The treacherous thing is that she apparently presents herself as a concerned mother who just wants to help other concerned parents. But in the end, he seems to agree with the life-threatening notion that vaccines are the elite’s means of fooling the masses.
She is not alone in that. In “The Vaccine Warriors” many propagandists are filmed claiming that vaccination can lead to the mass extinction of the human race or turn the majority into slow, disabled cattle that can therefore be controlled by a small elite.
When the SVT series When it was launched, many people criticized the fact that journalists had circumvented the wall. Now it is clear that the tactics were necessary to reveal the grotesque worldview that drives some of the most prominent vaccine deniers. If the final episode only gets a single eager parent to vaccinate their child, it’s worth it.

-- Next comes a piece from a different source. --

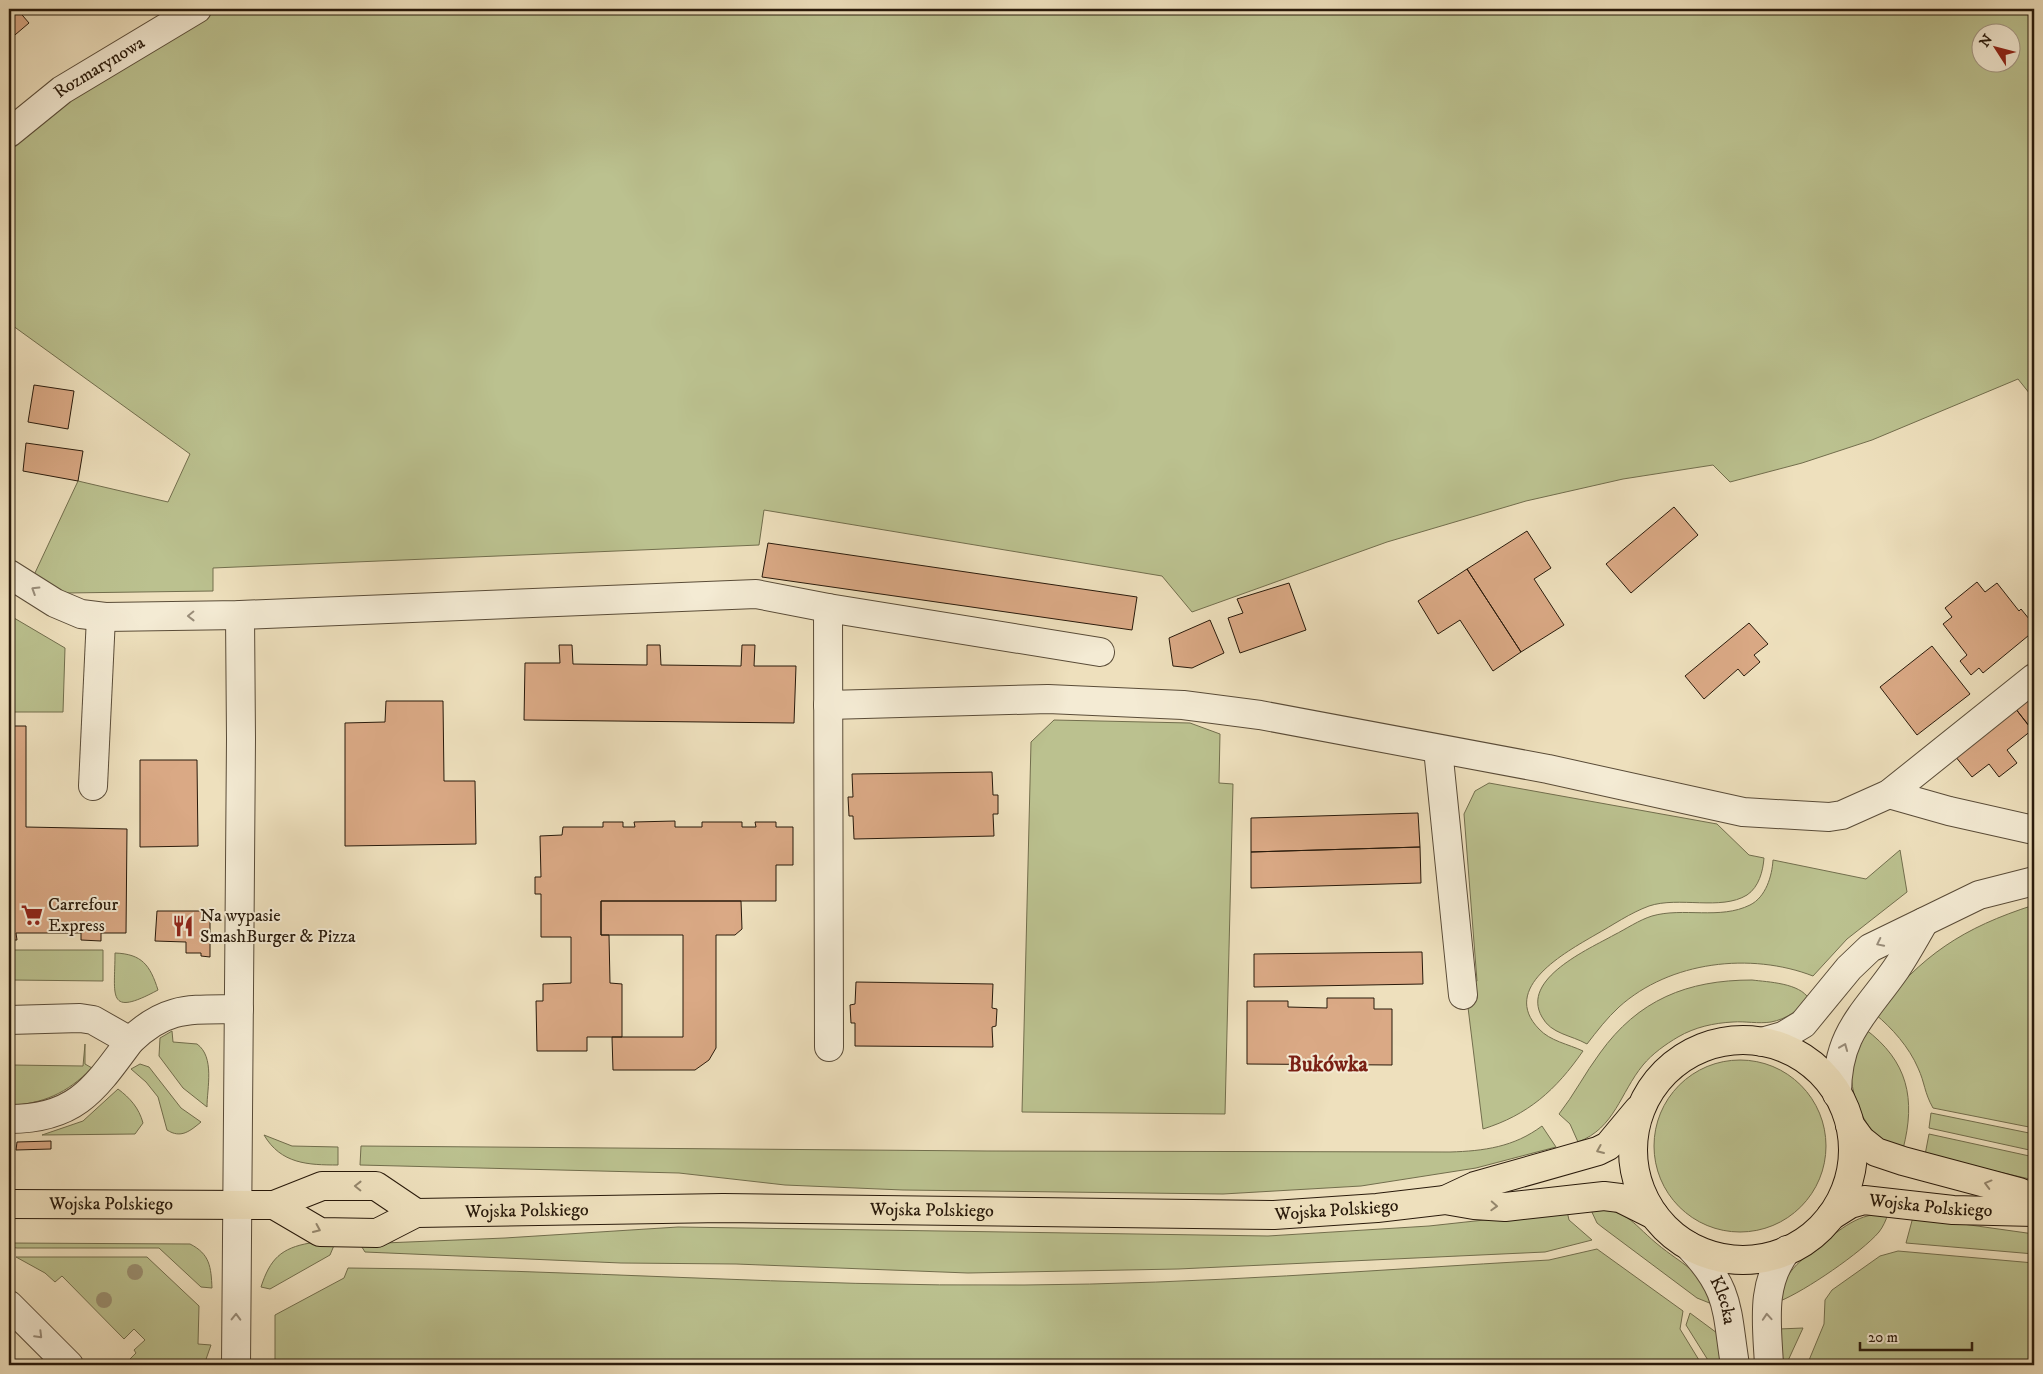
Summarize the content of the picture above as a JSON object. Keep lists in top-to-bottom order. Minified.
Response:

But the problem is that the series as a whole has hardly offered the best defense for vaccines. In the first two episodes, victims were given plenty of room to link certain vaccines to autism. Reporters obviously said such a connection had never been proven, but it was only briefly mentioned. The show’s interviews with researchers were also nearly fragmented. It’s a sad sign of the times that a high-profile documentary would rather pour into emotionally charged clips than delve into scientific investigation.
At worst, the first two episodes have recruited the charlatan movement more because parents on the TV couch who are concerned about the narcolepsy case (which followed the swine flu vaccine) had to deal with a long parade of other scared parents.
Documentary board therefore, you should have enlisted the help of science journalists who are adept at presenting research in an engaging and credible way. It would have been less elegant than clips of lawbreakers linking vaccines to devil worship and Jewish acquisitions, but it would have helped allay any concerns about the upcoming crown vaccination.